=== Section Start ===

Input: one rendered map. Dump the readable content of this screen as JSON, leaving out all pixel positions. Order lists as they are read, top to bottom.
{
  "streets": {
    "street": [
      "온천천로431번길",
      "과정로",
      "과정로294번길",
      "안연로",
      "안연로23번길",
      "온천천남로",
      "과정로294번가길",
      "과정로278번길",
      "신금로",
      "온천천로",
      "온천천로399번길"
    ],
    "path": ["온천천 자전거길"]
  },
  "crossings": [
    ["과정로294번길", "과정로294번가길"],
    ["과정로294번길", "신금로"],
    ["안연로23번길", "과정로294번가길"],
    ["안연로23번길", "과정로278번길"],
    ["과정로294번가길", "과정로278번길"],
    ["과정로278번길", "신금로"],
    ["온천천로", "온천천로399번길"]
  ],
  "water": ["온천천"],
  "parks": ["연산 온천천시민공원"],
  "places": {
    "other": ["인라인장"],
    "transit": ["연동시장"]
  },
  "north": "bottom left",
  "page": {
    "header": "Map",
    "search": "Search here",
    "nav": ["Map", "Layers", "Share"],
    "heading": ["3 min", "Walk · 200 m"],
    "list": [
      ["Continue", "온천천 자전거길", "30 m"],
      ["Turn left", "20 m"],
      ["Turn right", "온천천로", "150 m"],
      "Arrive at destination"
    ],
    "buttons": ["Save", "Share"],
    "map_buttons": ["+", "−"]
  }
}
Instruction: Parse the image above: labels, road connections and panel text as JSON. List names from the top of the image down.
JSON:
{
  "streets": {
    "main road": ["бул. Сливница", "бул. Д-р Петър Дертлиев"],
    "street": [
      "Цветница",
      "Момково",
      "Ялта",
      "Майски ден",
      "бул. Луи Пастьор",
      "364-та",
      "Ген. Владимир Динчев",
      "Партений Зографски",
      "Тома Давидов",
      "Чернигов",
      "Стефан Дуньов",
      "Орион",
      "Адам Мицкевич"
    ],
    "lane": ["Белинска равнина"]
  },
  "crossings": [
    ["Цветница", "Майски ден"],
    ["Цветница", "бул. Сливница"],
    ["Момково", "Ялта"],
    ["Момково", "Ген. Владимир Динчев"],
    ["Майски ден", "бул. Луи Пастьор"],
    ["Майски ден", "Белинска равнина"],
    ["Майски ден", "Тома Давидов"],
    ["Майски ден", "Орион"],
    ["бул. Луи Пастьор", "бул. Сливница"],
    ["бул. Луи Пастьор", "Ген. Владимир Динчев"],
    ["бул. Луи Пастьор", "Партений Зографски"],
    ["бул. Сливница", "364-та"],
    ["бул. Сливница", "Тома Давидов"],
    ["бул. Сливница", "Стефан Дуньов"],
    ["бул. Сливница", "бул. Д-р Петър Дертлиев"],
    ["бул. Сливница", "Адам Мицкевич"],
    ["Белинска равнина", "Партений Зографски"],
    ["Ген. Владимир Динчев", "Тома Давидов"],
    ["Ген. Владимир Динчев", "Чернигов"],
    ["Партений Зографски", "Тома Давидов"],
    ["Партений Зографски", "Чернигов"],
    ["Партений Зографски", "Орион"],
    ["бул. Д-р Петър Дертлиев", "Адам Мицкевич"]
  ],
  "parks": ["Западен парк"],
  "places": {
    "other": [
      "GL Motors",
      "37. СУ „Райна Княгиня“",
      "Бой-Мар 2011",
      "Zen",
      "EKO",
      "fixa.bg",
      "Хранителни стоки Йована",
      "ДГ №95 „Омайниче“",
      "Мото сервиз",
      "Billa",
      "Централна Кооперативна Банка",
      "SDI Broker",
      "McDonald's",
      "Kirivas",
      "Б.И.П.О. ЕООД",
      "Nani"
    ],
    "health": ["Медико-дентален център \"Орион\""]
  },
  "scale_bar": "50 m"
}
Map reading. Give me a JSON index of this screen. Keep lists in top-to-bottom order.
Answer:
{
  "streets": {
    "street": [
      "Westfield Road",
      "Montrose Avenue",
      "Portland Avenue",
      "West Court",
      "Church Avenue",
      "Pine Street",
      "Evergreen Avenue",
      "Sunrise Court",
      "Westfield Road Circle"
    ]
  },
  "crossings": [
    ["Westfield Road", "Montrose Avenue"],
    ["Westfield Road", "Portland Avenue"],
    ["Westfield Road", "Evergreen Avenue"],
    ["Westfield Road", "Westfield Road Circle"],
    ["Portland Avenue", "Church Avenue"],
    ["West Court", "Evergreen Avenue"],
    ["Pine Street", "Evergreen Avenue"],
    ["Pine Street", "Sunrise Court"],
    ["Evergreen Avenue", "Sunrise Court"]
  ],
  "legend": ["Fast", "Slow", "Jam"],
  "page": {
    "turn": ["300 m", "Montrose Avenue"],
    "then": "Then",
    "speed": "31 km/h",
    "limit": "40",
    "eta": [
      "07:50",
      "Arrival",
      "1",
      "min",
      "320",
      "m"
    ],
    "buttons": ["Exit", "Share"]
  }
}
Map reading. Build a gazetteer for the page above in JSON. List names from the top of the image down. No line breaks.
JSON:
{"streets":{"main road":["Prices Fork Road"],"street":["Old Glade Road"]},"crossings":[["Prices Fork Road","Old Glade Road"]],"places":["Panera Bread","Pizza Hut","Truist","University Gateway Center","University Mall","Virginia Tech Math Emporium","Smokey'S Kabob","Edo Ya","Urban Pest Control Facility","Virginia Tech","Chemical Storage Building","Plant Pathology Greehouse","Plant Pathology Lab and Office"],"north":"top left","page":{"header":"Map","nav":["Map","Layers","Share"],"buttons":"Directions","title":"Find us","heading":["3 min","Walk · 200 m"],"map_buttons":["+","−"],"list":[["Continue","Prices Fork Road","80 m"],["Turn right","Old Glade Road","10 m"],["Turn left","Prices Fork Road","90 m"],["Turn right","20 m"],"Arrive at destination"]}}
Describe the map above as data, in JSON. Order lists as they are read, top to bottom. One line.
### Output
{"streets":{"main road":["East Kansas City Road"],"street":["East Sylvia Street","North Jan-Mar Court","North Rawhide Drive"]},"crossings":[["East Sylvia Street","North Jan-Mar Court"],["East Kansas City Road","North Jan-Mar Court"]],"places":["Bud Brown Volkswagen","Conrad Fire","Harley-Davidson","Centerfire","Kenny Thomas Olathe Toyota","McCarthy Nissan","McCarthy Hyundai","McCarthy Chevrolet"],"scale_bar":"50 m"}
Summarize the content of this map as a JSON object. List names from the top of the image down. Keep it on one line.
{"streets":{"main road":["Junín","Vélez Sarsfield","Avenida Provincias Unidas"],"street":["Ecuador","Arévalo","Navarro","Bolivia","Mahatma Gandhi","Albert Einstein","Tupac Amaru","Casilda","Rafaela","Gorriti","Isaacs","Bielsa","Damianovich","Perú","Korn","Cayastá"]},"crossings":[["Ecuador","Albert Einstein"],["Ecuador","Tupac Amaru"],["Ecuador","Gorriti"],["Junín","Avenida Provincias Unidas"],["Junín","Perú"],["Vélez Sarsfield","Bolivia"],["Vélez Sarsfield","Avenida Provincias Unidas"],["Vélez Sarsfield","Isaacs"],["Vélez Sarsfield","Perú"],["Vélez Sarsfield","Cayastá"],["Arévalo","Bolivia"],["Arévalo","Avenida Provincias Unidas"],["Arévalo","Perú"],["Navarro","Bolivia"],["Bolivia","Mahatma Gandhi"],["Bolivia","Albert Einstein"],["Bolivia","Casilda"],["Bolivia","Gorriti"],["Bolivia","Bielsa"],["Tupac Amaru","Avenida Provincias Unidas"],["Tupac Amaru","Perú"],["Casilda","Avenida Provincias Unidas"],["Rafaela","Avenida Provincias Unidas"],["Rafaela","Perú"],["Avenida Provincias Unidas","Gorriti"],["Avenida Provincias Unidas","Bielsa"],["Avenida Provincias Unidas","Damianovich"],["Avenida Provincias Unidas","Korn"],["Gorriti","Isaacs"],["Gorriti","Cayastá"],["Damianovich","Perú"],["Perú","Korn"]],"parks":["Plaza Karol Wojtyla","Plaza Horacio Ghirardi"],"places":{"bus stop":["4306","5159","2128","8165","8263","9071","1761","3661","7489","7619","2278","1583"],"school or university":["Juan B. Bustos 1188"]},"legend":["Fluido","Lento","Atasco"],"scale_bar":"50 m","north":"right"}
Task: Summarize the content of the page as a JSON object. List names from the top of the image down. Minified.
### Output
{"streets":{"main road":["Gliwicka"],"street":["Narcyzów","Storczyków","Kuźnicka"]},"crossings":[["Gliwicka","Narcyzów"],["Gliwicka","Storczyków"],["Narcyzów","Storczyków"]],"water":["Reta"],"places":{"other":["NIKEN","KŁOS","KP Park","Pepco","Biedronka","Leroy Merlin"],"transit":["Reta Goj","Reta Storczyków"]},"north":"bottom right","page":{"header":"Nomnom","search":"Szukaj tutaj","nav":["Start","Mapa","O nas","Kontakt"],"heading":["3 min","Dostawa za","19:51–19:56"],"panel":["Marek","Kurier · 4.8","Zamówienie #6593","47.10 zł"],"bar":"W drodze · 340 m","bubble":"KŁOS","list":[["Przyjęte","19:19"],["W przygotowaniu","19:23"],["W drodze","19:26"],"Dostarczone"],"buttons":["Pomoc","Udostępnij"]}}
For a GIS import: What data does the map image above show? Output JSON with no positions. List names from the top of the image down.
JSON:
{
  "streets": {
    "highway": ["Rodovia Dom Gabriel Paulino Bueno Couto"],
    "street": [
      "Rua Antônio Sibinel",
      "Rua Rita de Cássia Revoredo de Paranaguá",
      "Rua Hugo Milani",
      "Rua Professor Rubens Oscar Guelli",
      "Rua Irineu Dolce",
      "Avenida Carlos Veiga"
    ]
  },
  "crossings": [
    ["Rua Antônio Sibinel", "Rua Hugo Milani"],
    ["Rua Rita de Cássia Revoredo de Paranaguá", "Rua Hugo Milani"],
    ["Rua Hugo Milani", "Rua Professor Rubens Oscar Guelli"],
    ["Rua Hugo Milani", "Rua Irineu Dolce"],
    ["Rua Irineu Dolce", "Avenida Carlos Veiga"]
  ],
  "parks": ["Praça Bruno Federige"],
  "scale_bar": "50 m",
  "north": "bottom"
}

=== Section End ===

• _Task goal_:
Within the listing above, copy each line that has the string "lists".

• _Task result_:
Input: one rendered map. Dump the readable content of this screen as JSON, leaving out all pixel positions. Order lists as they are read, top to bottom.
Map reading. Give me a JSON index of this screen. Keep lists in top-to-bottom order.
Describe the map above as data, in JSON. Order lists as they are read, top to bottom. One line.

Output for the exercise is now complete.